WHAT IS REQUIRED: Filter the entries that follow, copying every line in which the word "image" appears.

(Stored dataset items)
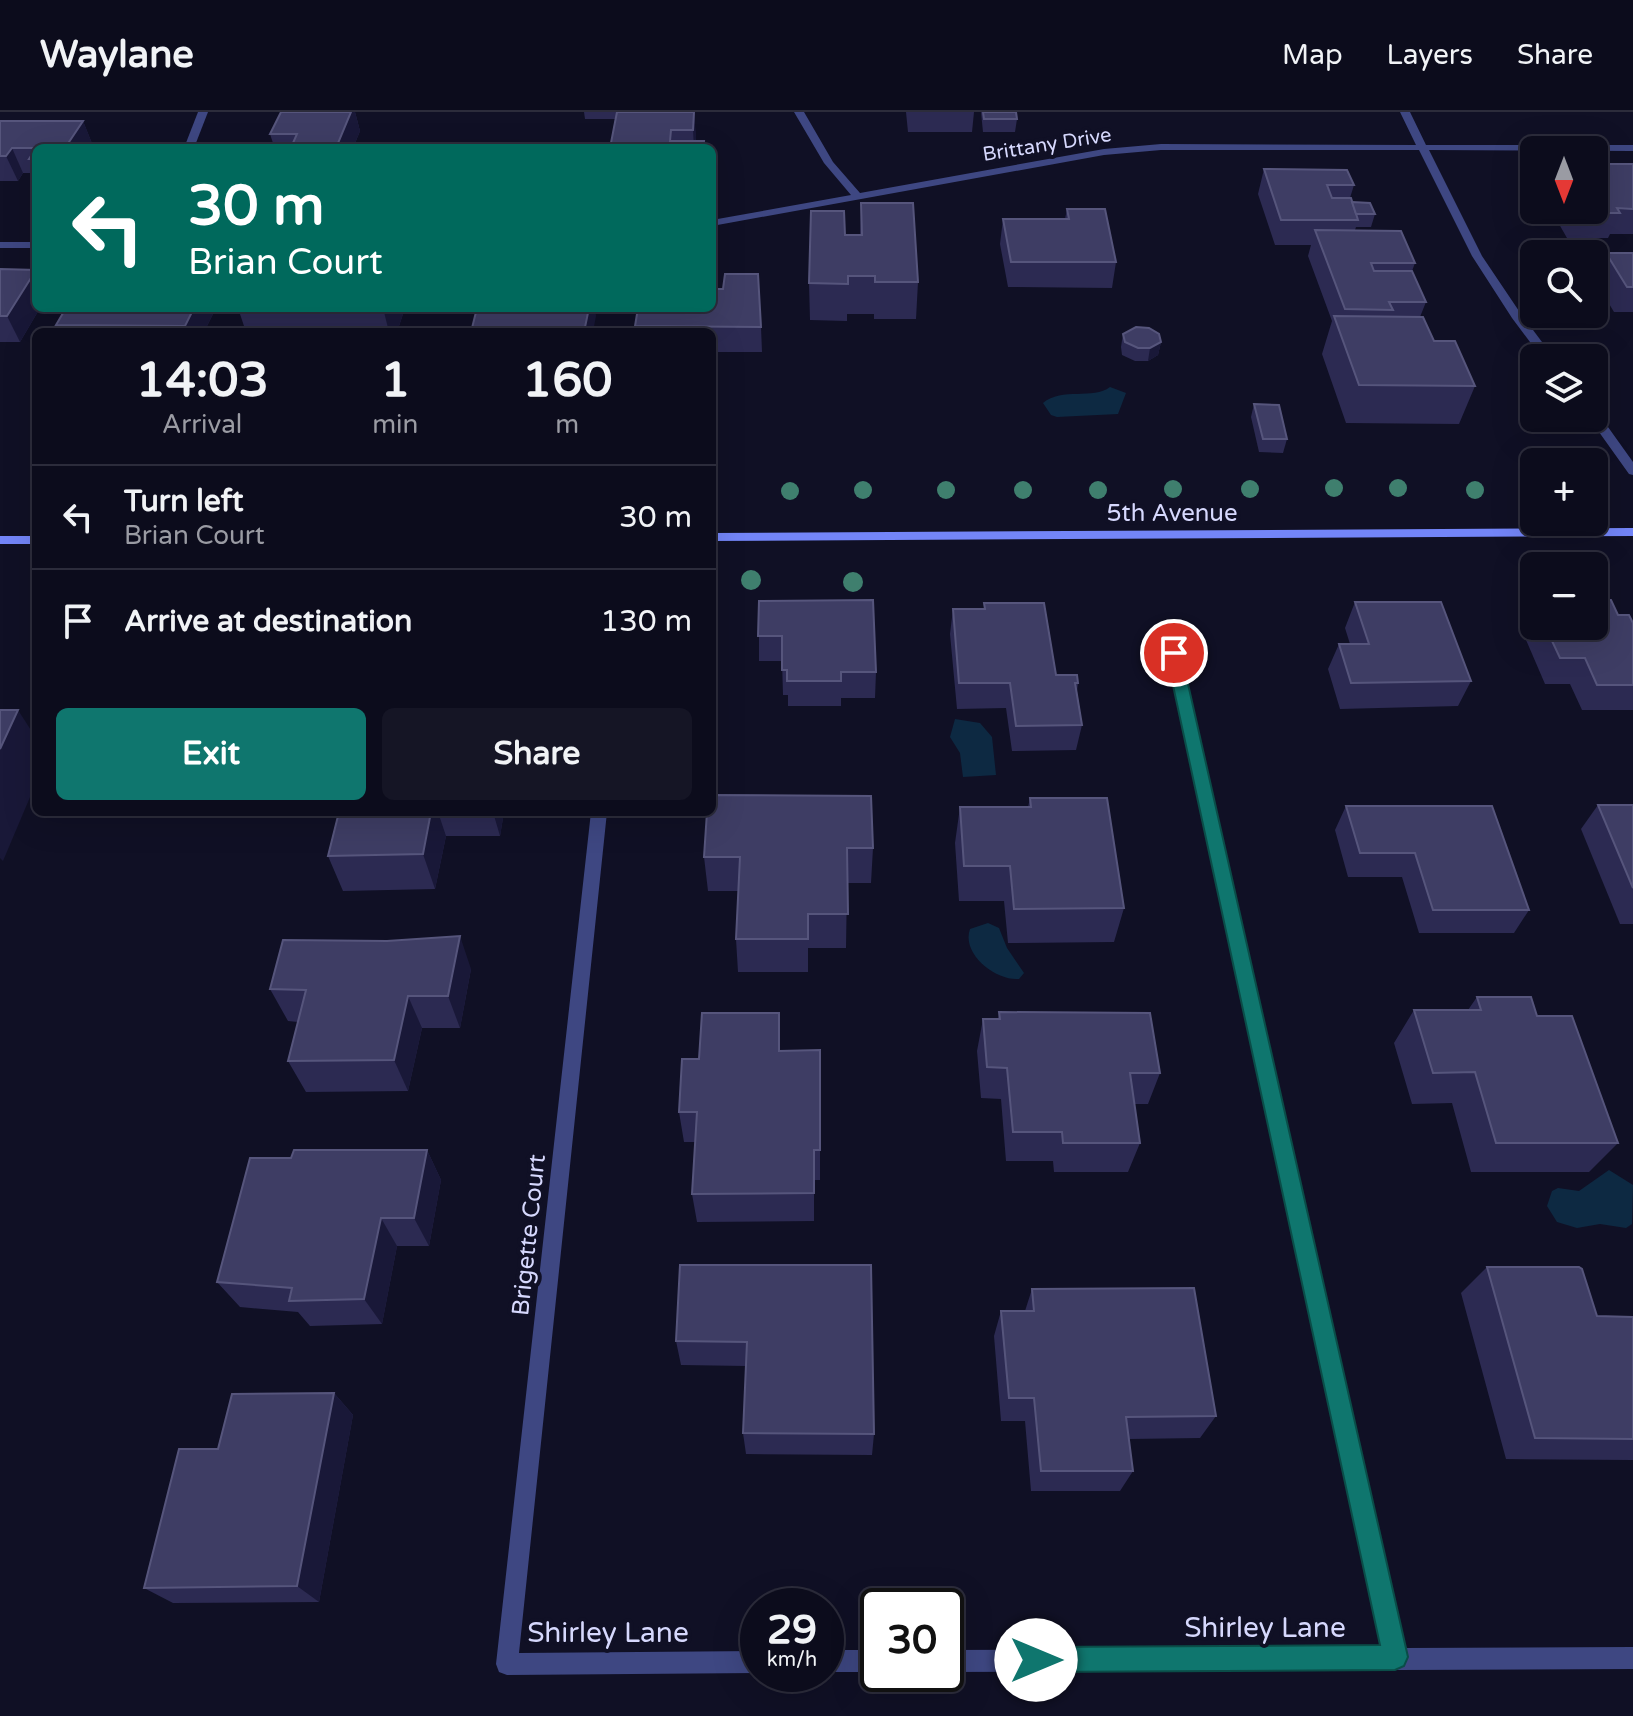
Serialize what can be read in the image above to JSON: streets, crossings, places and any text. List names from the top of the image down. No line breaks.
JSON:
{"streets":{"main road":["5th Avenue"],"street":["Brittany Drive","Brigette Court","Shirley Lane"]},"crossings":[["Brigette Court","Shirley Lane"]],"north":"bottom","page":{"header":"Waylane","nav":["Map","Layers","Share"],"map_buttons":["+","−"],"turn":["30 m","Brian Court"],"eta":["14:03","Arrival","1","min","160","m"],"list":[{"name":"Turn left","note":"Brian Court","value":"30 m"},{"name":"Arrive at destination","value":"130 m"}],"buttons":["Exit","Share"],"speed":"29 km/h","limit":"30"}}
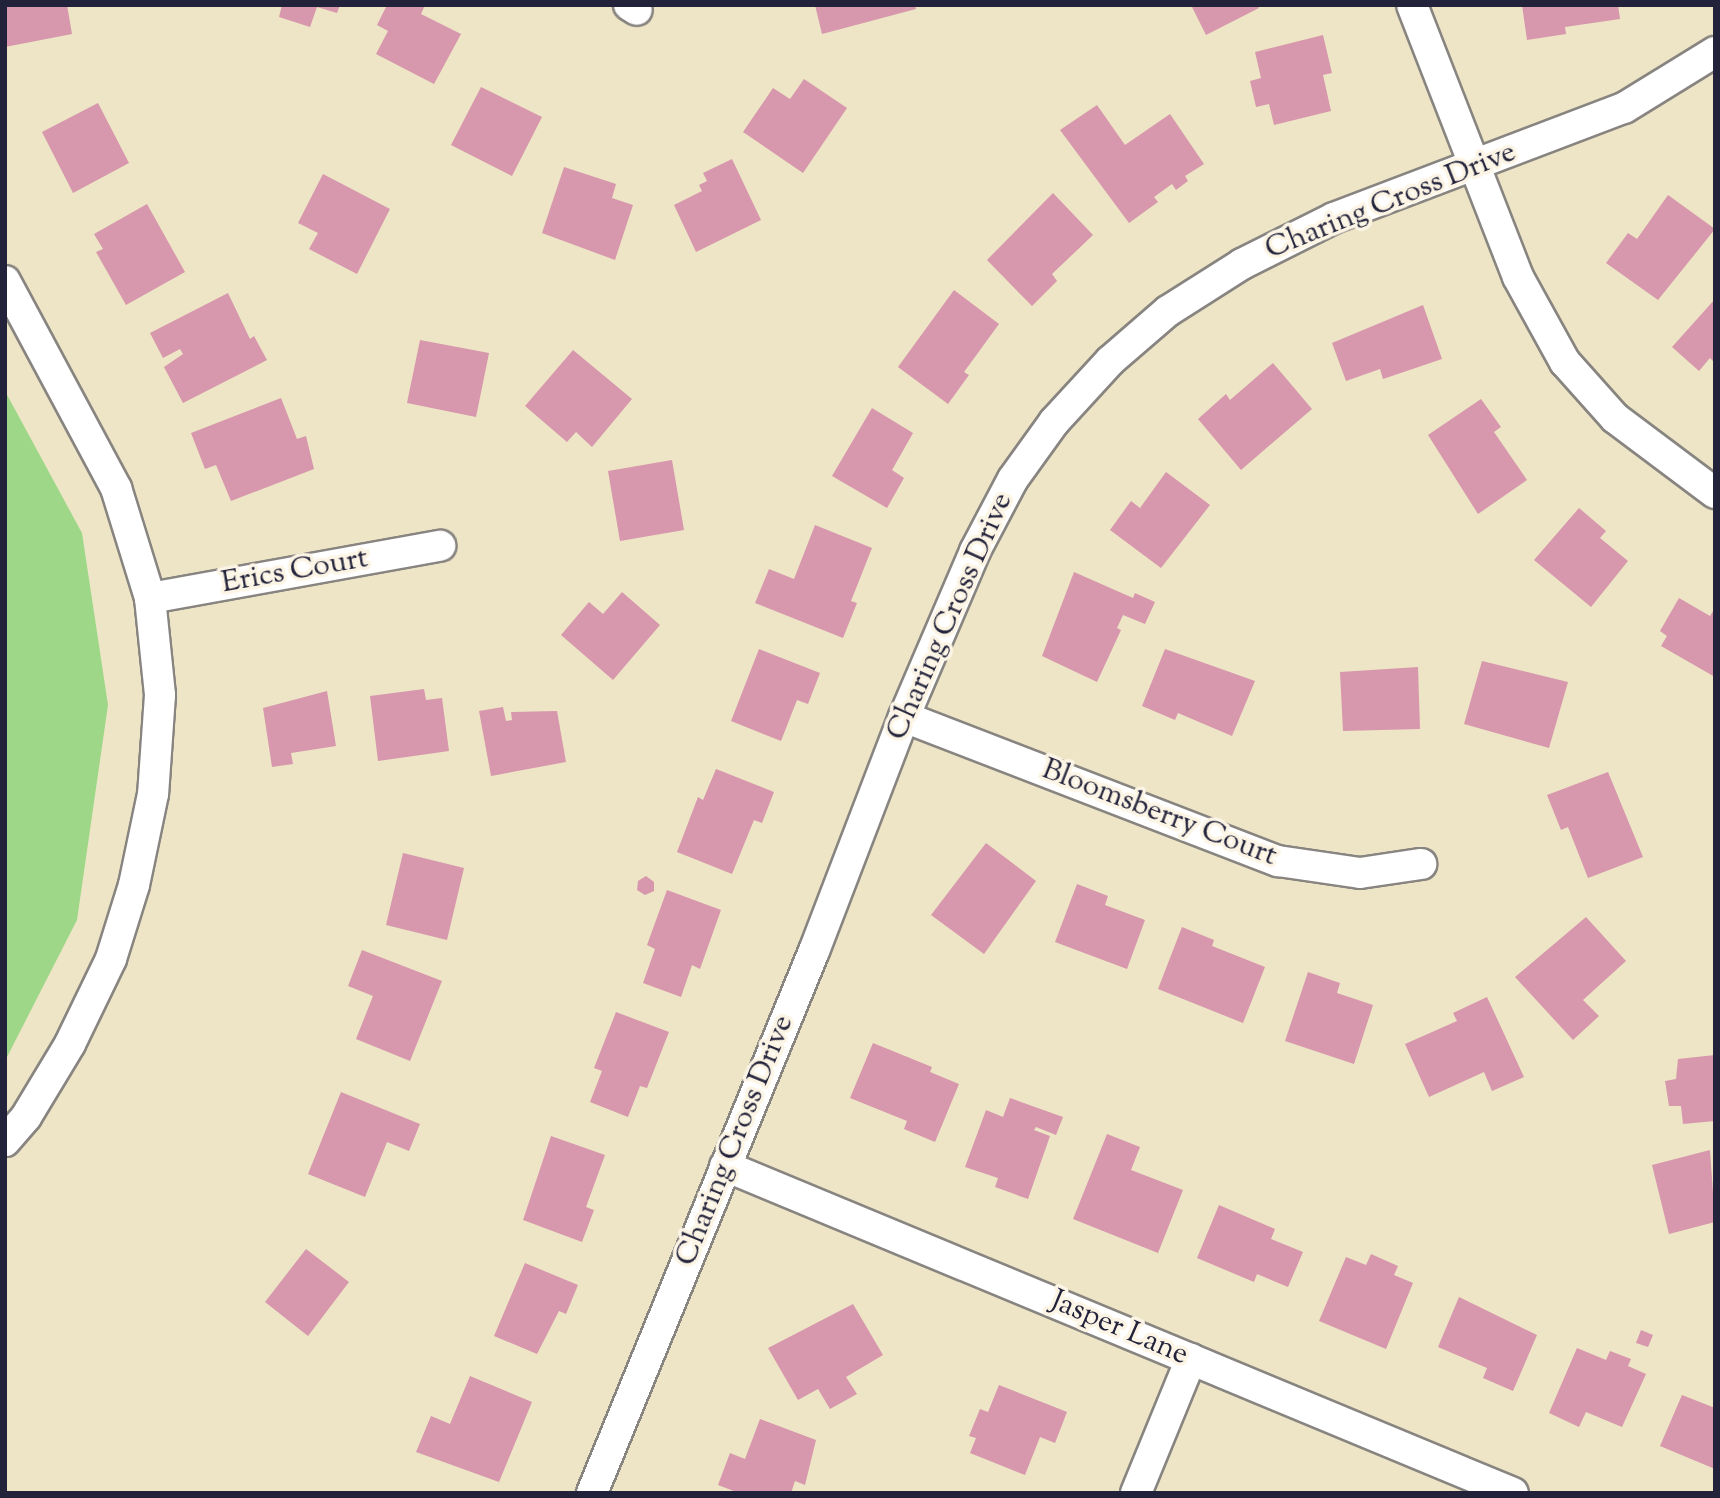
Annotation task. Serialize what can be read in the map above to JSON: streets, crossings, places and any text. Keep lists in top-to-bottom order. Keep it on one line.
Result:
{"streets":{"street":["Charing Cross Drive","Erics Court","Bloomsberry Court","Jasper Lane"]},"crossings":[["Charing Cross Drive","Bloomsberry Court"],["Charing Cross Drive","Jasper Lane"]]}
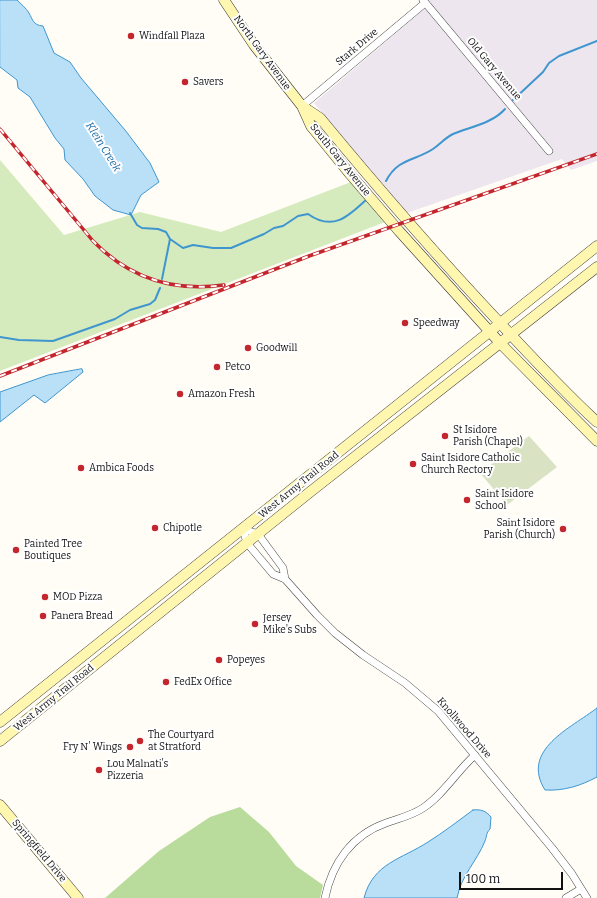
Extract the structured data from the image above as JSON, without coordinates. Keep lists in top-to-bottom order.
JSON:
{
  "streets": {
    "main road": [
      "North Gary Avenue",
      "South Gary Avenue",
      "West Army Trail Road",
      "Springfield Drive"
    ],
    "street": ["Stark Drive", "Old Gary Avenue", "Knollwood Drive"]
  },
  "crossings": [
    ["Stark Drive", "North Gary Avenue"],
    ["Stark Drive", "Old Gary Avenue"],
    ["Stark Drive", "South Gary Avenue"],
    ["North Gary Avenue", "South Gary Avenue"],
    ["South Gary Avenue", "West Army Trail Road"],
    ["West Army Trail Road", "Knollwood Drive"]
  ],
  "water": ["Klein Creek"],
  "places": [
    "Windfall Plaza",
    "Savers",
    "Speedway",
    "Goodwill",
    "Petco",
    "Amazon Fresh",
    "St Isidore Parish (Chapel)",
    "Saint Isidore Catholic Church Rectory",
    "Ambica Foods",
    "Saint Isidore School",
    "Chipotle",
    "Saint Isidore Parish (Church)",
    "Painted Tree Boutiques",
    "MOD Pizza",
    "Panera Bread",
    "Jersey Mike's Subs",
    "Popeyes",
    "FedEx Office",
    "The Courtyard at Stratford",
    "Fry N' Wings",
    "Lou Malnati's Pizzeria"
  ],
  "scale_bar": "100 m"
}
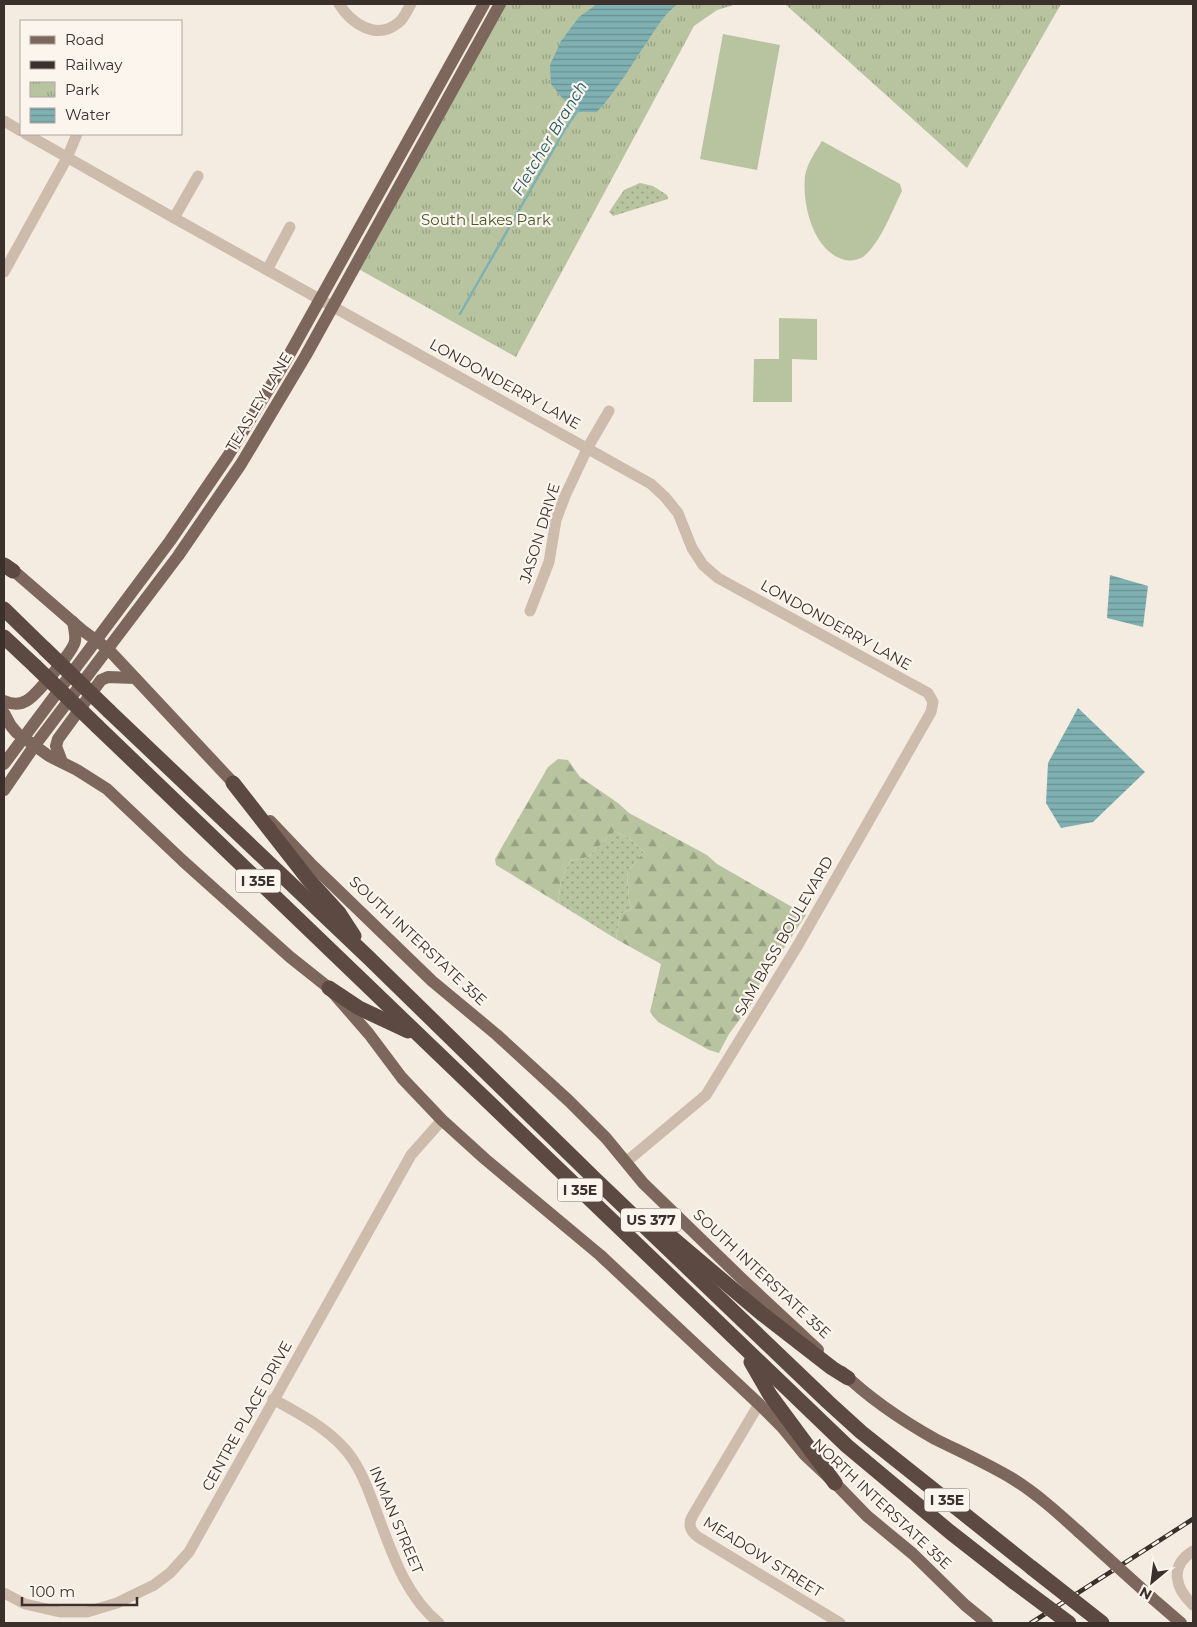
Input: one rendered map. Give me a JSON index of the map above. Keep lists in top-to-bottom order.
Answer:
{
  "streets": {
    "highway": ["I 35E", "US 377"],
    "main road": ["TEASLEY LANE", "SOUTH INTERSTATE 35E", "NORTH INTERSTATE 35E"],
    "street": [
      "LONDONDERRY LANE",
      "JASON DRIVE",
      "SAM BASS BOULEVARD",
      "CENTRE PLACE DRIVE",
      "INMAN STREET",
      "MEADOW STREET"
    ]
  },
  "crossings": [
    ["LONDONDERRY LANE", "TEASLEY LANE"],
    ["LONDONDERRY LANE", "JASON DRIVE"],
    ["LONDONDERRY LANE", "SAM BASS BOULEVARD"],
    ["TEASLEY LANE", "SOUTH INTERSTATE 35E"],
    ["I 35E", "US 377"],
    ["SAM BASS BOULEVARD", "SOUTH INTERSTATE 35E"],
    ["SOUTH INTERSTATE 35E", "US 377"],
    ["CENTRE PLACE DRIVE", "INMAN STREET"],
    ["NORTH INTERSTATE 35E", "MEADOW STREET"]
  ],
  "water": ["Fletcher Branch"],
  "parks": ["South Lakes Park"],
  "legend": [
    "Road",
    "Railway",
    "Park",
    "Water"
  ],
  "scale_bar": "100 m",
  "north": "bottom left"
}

ANSWER SPACE:
Serialize what can be read in the image above to JSON: streets, crossings, places and any text. List names from the top of the image down. No line breaks.
Extract the structured data from the image above as JSON, without coordinates. Keep lists in top-to-bottom order.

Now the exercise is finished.